__What the task asks__
Repeat exactly, and only, the lines of the entries below from the one with "font-size:38px; font-weight:700; line-height:52px" through the one with "M2461,44v466l-17,14 -72,1 -11,-16 94,-451z", both ends included.

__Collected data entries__
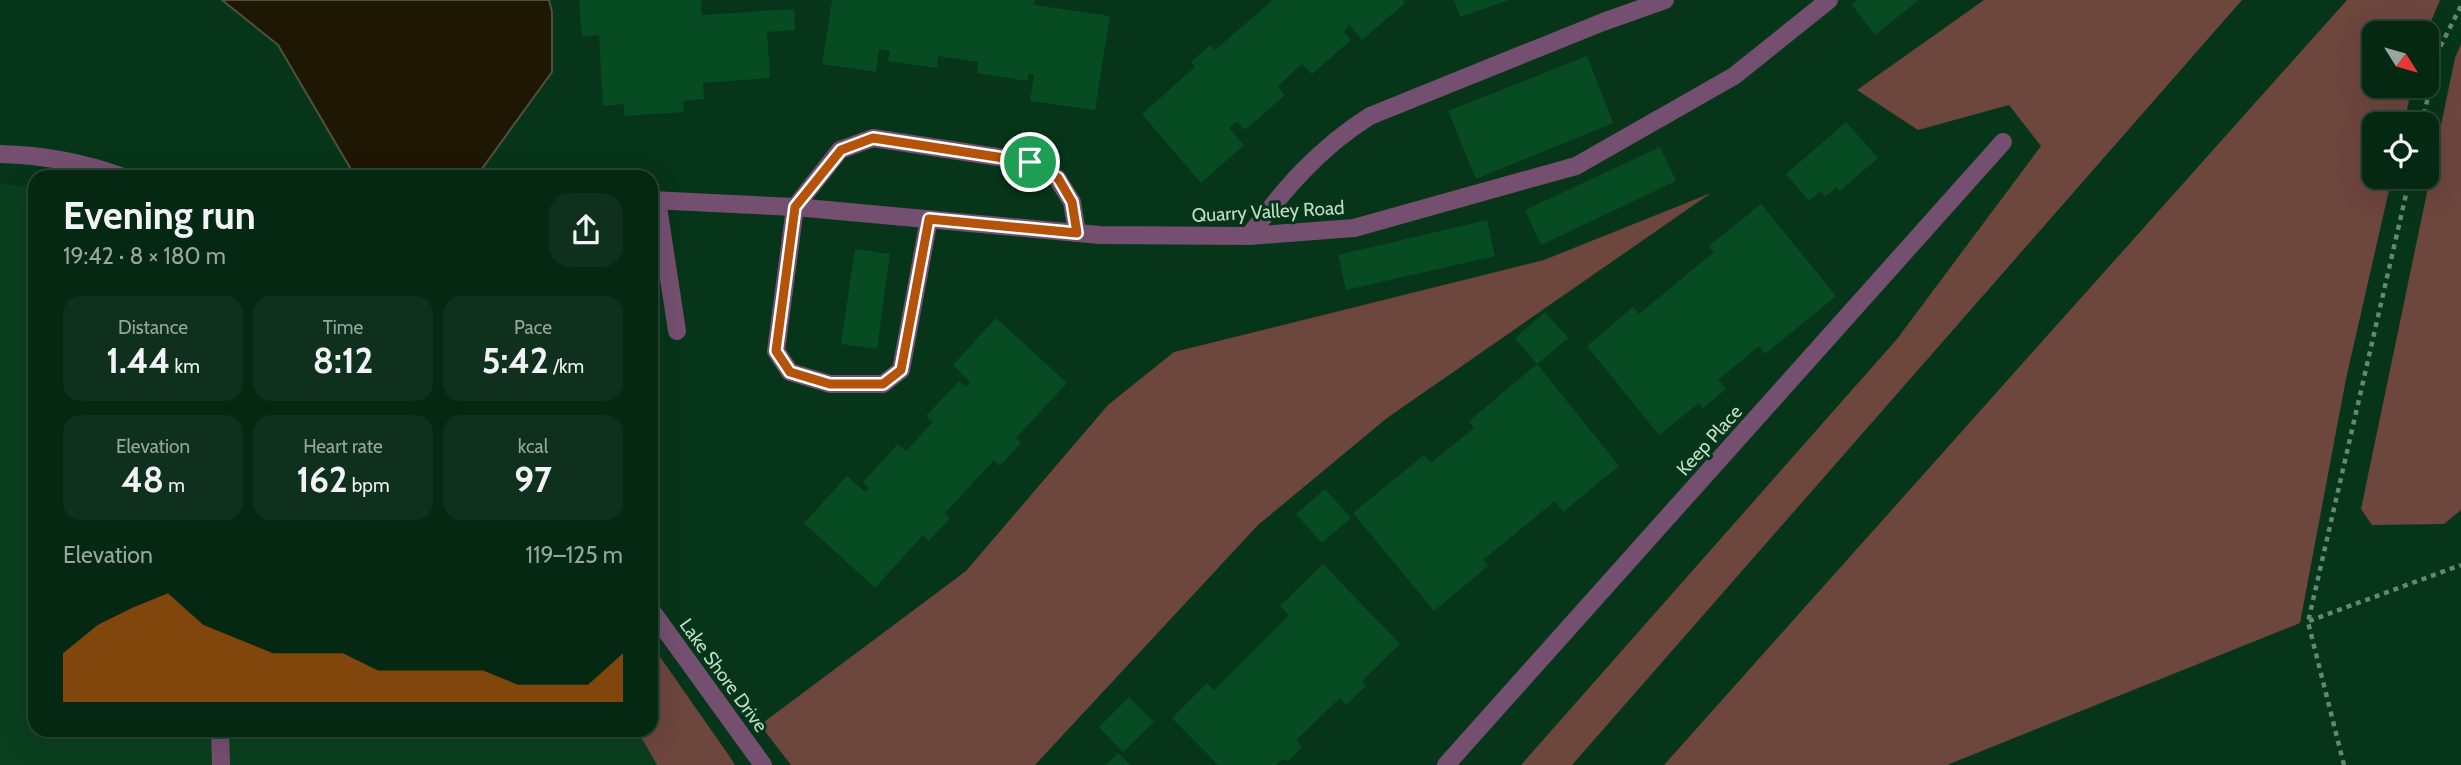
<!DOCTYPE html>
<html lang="en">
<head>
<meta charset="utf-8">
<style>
	:root { --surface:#052813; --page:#0e301c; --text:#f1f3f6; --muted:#97a6a0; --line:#264433; --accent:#b45309 }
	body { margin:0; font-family:Cabin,sans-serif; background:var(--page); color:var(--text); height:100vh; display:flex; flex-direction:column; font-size:26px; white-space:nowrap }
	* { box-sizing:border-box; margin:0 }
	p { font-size:23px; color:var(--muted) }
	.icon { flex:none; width:38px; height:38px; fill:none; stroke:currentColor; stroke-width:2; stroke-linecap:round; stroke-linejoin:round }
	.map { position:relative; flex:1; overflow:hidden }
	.panel { position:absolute; left:28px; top:170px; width:630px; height:567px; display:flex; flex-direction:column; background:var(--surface); border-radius:21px; box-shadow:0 7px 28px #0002,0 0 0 2px var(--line) }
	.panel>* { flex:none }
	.needle { width:46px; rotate:127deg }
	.fabs { position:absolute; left:2362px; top:21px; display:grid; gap:14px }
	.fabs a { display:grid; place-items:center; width:77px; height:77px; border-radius:14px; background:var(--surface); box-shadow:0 7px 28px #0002,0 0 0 2px var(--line); font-size:35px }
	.pin { position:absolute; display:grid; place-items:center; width:60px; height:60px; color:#fff; margin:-30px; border:4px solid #fff; border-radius:50%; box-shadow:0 2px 7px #0007 }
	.round { display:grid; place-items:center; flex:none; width:74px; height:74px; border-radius:21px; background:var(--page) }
	.headline { display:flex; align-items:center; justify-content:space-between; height:119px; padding:0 35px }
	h1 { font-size:38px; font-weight:700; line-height:52px }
	.stats { display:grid; grid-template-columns:repeat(3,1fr); gap:10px; height:119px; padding:7px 35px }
	.stats div { display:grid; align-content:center; border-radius:18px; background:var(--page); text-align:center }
	.stats b { font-size:35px; font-weight:700 }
	.stats small { font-size:19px; font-weight:400 }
	.stats p { font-size:19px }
	.chart { height:196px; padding:14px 35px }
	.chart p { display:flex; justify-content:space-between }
	.chart svg { width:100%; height:126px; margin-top:7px; fill:var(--accent); opacity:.7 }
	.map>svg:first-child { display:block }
	.built { fill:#0a3f1e }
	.green { fill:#6d463e }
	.water { fill:#1e1703; stroke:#4e523d; stroke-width:2 }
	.building { fill:#074b23 }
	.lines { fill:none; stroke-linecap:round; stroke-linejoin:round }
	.path { stroke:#648970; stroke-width:4.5; stroke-dasharray:5 5; stroke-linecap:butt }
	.lane { stroke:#744f6f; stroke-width:18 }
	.street { stroke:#744f6f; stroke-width:18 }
	.route-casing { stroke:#fff; stroke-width:14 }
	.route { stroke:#b45309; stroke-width:9 }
	.labels { text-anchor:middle; stroke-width:6; stroke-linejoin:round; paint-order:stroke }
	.street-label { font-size:19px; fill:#bfdcc5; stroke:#073519 }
</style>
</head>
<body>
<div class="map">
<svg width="2461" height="765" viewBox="0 0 2461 765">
	<rect width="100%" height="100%" fill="#073519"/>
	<path class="built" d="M0,184l35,4v542h602l20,35h-657z"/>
	<path class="green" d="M1984,0h258l-670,765h-51l376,-426 144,-193 -32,-41 -91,25 -61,-40z
		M2347,0h93l-14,33h-51v53h37l-8,38h-29v53h17l-46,202 -46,244 -353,142h-283z
		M2461,44v466l-17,14 -72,1 -11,-16 94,-451z
		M1711,193l-324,225 -129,107 -223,240h-244l-31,-40 206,-154 142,-166 66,-53 370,-92z
		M651,644l79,113 5,8h-78l-20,-35h14z"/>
	<path class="water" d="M222,0h327l3,12v60l-76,105h-116l-8,-6 -74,-126z"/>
	<path class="building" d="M579,0h122l1,15 92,-6 1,21 -28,2 3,46 -67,5 1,16 -21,2 1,11 -60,4v-12l-21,2 -4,-71 -17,2z
		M832,0h203l-1,5 76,11 -15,94 -65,-9 4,-26 -5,-1 -2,7 -50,-8 1,-11 -40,-6 -1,12 -49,-7 2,-10 -11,-2 -3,23 -54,-8z
		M1273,0h130l2,3 -43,37 -13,-16 -5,8 7,8 -39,34 -10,-10 -24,22 7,9 -40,35 -8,-9 -8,7 15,17 -43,38 -59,-69 53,-47 -4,-5 19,-17 5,5z
		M1454,0h55l-49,17z
		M1858,0h61l-44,35 -23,-30z
		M1587,56l26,67 -137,56 -28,-68z
		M1846,122l32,36 -38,33 -3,-4 -12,10 -4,-6 -12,10 -23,-27z
		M1660,147l16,34 -135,64 -16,-35z
		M1761,204l75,92 -71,58 -6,-8 -41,34 8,9 -23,19 -4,-5 -40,32 -72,-89 46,-39 6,7 75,-62 -5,-6z
		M1487,220l8,36 -149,34 -8,-35z
		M855,249l35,5 -13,95 -36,-5z
		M1545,312l23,26 -31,26 -22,-26z
		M996,318l71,65 -51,55 5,5 -21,23 -6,-6 -49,53 5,5 -21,23 -6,-6 -48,53 -71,-65 43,-47 18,16 4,-4 -6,-6 35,-38 8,7 27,-29 -7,-6 33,-35 7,6 4,-5 -17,-17z
		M1537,364l82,102 -56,46 -8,-11 -72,59 5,6 -54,45 -81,-98 71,-58 7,8 43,-35 -5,-7z
		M1325,489l26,29 -29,25 -26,-29z
		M1323,564l77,80 -38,37 4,5 -20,19 -6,-7 -44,42 6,7 -14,14 -6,-2 -6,6h-58l-46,-47 35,-35 7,7 75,-75 -9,-9z
		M1129,697l25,25 -31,30 -24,-25z
		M1118,753l13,12h-25z"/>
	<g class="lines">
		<path class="path" d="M2422,124l16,-73 23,-45
			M2309,621l152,-56
			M2344,765l-36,-143 102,-445"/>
		<path class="lane" d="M657,200l20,131
			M929,219l-28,151 -18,14h-53l-40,-12 -14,-21 19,-144 45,-57 33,-12 157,24 27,16 15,24 5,31
			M1249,236c35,-47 70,-88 121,-120l233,-94 62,-22
			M220,730l1,35"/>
		<path class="street" d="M0,154c41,1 85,9 123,23
			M651,200l144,7 305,28 149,1 105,-8 222,-62 158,-90 95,-76
			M651,610l112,155
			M1446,765l557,-623"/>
	</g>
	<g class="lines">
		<g class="route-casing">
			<path id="route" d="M873,138l157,24 28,16 14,24 5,31 -148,-14 -28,151 -18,14h-53l-40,-12 -14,-21 19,-144 46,-57z"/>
		</g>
		<use href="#route" class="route"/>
	</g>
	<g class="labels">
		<g class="street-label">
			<text transform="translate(1268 211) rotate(-3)" y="7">Quarry Valley Road</text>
			<text transform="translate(1709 440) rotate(-48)" y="7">Keep Place</text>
			<text transform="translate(724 675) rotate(54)" y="7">Lake Shore Drive</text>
		</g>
	</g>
</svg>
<div class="fabs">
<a><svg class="needle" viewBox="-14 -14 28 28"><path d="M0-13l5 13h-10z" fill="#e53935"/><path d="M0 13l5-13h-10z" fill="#97a6a0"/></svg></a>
<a><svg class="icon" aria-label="locate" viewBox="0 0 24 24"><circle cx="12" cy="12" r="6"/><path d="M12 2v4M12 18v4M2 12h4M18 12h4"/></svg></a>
</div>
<div class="pin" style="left:1030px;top:162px;background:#1e9e55"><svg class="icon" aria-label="arrive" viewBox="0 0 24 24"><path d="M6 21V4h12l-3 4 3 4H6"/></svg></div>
<section class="panel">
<div class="headline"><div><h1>Evening run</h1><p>19:42 · 8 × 180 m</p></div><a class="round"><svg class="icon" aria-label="share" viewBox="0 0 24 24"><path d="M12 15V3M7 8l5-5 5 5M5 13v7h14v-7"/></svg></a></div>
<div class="stats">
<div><p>Distance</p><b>1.44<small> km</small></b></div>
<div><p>Time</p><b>8:12</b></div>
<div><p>Pace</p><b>5:42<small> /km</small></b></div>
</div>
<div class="stats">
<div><p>Elevation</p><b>48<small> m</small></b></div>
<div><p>Heart rate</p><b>162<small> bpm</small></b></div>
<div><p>kcal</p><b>97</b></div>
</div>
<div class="chart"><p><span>Elevation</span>119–125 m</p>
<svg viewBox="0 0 160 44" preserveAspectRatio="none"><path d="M0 44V27L10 17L20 11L30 6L40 17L50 22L60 27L70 27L80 27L90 33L100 33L110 33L120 33L130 38L140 38L150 38L160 27V44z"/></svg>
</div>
</section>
</div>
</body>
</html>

__Answer section__
	h1 { font-size:38px; font-weight:700; line-height:52px }
	.stats { display:grid; grid-template-columns:repeat(3,1fr); gap:10px; height:119px; padding:7px 35px }
	.stats div { display:grid; align-content:center; border-radius:18px; background:var(--page); text-align:center }
	.stats b { font-size:35px; font-weight:700 }
	.stats small { font-size:19px; font-weight:400 }
	.stats p { font-size:19px }
	.chart { height:196px; padding:14px 35px }
	.chart p { display:flex; justify-content:space-between }
	.chart svg { width:100%; height:126px; margin-top:7px; fill:var(--accent); opacity:.7 }
	.map>svg:first-child { display:block }
	.built { fill:#0a3f1e }
	.green { fill:#6d463e }
	.water { fill:#1e1703; stroke:#4e523d; stroke-width:2 }
	.building { fill:#074b23 }
	.lines { fill:none; stroke-linecap:round; stroke-linejoin:round }
	.path { stroke:#648970; stroke-width:4.5; stroke-dasharray:5 5; stroke-linecap:butt }
	.lane { stroke:#744f6f; stroke-width:18 }
	.street { stroke:#744f6f; stroke-width:18 }
	.route-casing { stroke:#fff; stroke-width:14 }
	.route { stroke:#b45309; stroke-width:9 }
	.labels { text-anchor:middle; stroke-width:6; stroke-linejoin:round; paint-order:stroke }
	.street-label { font-size:19px; fill:#bfdcc5; stroke:#073519 }
</style>
</head>
<body>
<div class="map">
<svg width="2461" height="765" viewBox="0 0 2461 765">
	<rect width="100%" height="100%" fill="#073519"/>
	<path class="built" d="M0,184l35,4v542h602l20,35h-657z"/>
	<path class="green" d="M1984,0h258l-670,765h-51l376,-426 144,-193 -32,-41 -91,25 -61,-40z
		M2347,0h93l-14,33h-51v53h37l-8,38h-29v53h17l-46,202 -46,244 -353,142h-283z
		M2461,44v466l-17,14 -72,1 -11,-16 94,-451z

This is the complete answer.